• [TASK STATEMENT]: The number of lines in the records that include "data" is all you should give.

(INFORMATION SHOWN)

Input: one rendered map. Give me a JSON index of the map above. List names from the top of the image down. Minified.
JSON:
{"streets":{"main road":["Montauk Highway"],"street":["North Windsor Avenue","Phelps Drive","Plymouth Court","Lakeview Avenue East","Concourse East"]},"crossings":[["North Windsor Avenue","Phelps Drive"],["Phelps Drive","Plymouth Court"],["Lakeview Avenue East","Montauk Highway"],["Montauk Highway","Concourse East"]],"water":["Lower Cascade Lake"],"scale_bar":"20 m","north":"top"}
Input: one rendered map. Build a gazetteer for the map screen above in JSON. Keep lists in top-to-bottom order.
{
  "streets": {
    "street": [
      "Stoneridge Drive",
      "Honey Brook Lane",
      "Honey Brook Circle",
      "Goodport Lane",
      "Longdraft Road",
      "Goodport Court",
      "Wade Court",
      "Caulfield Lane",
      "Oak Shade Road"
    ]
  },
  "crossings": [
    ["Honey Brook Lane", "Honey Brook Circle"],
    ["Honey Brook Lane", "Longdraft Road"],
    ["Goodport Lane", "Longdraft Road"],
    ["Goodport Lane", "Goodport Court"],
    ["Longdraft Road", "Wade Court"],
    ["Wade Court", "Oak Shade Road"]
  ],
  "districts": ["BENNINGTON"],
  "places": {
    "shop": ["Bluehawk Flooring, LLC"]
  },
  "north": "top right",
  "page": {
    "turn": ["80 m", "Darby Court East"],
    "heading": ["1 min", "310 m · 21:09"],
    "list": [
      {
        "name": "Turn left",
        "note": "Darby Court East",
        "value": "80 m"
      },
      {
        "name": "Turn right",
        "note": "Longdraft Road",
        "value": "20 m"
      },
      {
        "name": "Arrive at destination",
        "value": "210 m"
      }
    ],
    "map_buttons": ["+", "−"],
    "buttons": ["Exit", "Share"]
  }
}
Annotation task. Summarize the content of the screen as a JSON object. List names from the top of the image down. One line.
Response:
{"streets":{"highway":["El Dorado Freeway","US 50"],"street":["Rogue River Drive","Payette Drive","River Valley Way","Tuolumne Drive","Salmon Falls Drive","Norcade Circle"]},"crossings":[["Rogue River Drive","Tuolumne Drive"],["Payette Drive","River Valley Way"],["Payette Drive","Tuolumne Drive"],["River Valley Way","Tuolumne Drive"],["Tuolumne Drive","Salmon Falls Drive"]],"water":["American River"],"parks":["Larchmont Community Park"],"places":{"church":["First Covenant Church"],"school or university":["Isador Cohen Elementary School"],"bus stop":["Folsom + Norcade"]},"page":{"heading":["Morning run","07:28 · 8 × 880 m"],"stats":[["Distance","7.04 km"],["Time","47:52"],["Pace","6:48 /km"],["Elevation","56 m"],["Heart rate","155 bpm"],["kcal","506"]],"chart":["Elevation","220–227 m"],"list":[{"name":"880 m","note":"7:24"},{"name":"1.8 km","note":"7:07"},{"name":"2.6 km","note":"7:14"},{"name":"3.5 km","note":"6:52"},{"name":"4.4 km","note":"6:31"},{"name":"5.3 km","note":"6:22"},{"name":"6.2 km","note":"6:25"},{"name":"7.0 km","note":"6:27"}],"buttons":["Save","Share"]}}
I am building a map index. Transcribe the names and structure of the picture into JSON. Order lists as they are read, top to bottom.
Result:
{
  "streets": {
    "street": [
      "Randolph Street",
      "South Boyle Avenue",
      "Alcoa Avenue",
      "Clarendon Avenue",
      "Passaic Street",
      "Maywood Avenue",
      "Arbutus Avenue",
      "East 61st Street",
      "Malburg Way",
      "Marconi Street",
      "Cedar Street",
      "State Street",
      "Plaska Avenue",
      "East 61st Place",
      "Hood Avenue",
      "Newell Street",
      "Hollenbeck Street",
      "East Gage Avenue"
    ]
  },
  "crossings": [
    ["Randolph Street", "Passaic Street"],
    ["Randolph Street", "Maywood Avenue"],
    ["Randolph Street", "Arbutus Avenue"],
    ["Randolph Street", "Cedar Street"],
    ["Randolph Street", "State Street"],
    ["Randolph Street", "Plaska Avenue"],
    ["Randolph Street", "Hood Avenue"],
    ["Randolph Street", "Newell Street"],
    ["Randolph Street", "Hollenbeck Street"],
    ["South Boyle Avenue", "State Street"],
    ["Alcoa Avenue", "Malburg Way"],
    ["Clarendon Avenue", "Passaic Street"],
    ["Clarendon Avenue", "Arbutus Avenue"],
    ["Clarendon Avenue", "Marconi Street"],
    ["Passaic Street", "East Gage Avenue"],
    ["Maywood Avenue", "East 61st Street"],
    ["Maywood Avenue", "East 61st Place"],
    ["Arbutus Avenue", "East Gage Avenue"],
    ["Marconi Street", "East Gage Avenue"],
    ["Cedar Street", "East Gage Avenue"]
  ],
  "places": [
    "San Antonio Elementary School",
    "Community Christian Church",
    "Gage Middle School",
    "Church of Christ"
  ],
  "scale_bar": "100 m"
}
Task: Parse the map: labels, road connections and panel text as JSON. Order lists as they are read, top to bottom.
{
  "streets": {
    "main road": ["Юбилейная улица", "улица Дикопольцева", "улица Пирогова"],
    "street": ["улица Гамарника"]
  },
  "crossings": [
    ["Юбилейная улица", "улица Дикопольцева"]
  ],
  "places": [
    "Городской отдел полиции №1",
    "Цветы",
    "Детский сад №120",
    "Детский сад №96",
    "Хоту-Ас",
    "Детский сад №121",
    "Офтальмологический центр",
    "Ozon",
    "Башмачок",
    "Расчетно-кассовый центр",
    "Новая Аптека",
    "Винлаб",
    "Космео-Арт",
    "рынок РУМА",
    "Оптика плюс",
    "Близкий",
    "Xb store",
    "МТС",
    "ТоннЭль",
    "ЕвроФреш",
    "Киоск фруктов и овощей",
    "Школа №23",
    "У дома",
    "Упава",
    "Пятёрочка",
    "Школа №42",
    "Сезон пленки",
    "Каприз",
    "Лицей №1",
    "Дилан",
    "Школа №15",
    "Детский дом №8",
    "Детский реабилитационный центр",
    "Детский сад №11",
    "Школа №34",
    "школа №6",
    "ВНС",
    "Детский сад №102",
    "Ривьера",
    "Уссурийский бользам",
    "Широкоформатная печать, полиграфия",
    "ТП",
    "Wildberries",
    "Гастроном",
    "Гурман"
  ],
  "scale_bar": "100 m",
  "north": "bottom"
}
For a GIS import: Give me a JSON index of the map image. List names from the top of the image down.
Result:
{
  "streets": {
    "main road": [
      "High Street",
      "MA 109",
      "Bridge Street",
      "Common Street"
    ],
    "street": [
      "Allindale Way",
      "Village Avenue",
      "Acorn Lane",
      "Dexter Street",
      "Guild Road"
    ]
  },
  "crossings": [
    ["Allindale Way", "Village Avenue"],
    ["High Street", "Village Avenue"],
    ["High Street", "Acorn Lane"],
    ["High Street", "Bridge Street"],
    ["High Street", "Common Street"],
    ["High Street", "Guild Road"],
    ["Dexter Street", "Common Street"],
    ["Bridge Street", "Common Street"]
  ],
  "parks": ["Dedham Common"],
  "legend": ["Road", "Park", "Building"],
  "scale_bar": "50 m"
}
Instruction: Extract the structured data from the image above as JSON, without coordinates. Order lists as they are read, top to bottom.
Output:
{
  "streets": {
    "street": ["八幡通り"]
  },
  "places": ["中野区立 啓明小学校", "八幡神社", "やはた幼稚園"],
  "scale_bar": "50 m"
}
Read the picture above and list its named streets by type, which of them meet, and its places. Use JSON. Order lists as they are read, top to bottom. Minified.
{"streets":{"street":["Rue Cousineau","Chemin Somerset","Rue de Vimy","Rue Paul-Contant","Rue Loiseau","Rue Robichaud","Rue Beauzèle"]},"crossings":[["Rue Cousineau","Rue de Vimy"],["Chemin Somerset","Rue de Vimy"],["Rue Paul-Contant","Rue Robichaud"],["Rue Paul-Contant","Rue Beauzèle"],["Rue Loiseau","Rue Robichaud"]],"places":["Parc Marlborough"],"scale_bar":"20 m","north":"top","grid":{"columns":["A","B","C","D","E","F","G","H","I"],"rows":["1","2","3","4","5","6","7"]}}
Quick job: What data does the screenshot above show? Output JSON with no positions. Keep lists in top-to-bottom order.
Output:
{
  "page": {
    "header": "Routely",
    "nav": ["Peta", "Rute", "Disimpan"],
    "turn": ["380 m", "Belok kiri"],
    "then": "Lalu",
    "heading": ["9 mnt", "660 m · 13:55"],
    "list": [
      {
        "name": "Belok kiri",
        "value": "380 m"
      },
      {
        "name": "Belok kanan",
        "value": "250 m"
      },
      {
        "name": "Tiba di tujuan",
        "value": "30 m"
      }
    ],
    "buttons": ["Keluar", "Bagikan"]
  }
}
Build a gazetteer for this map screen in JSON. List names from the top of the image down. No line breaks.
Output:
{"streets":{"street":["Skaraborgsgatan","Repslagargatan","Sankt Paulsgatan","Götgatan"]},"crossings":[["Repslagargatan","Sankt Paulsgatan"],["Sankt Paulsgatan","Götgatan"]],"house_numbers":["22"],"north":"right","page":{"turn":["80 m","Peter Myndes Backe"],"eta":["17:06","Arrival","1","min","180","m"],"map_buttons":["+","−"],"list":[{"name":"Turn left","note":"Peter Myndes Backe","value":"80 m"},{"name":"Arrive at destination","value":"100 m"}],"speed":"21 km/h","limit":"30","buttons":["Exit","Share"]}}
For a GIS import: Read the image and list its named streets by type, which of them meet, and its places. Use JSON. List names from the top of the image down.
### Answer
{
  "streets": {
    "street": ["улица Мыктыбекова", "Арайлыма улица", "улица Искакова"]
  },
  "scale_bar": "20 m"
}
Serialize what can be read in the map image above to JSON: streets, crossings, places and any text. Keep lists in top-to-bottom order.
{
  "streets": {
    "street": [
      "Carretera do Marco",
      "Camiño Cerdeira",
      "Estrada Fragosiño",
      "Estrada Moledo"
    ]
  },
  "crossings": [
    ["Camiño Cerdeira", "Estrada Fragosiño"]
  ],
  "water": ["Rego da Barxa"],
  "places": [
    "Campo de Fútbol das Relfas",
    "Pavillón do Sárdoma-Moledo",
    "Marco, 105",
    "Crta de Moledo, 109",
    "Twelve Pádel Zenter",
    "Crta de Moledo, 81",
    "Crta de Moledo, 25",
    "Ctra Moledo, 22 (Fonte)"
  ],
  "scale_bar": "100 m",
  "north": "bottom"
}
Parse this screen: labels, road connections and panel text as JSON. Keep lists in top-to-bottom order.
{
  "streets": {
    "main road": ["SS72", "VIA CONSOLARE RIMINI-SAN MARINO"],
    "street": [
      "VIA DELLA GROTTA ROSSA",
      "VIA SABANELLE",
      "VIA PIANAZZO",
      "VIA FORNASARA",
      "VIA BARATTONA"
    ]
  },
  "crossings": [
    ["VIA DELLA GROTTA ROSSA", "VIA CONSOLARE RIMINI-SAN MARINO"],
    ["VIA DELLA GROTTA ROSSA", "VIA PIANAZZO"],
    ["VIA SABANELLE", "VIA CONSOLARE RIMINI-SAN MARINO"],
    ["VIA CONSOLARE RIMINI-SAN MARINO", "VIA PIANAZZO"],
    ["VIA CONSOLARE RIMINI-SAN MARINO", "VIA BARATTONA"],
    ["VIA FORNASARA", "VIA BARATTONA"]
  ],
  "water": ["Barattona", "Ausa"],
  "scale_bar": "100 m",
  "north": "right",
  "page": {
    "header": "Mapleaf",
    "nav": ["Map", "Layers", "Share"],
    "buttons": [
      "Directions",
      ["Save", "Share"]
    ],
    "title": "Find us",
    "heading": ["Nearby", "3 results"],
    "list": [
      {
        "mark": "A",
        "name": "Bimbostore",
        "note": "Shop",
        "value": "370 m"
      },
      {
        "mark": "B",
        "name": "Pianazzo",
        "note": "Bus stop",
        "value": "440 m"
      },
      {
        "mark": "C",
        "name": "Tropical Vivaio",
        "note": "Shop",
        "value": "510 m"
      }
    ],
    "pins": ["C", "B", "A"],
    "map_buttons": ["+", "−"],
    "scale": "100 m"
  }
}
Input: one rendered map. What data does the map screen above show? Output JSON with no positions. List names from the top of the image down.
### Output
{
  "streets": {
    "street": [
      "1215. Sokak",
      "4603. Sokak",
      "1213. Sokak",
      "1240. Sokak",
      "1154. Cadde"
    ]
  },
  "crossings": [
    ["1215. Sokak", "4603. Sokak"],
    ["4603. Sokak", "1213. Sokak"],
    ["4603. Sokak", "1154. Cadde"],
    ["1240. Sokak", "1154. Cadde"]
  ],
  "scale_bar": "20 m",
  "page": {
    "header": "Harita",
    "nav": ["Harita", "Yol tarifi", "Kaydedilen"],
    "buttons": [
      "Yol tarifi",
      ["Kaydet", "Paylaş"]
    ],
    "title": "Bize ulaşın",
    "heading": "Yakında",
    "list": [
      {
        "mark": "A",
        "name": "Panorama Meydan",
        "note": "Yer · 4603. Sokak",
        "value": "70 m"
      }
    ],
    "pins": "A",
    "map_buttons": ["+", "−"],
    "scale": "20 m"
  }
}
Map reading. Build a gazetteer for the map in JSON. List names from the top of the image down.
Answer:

(End INFORMATION SHOWN)

• [COMPLETED TASK]: 3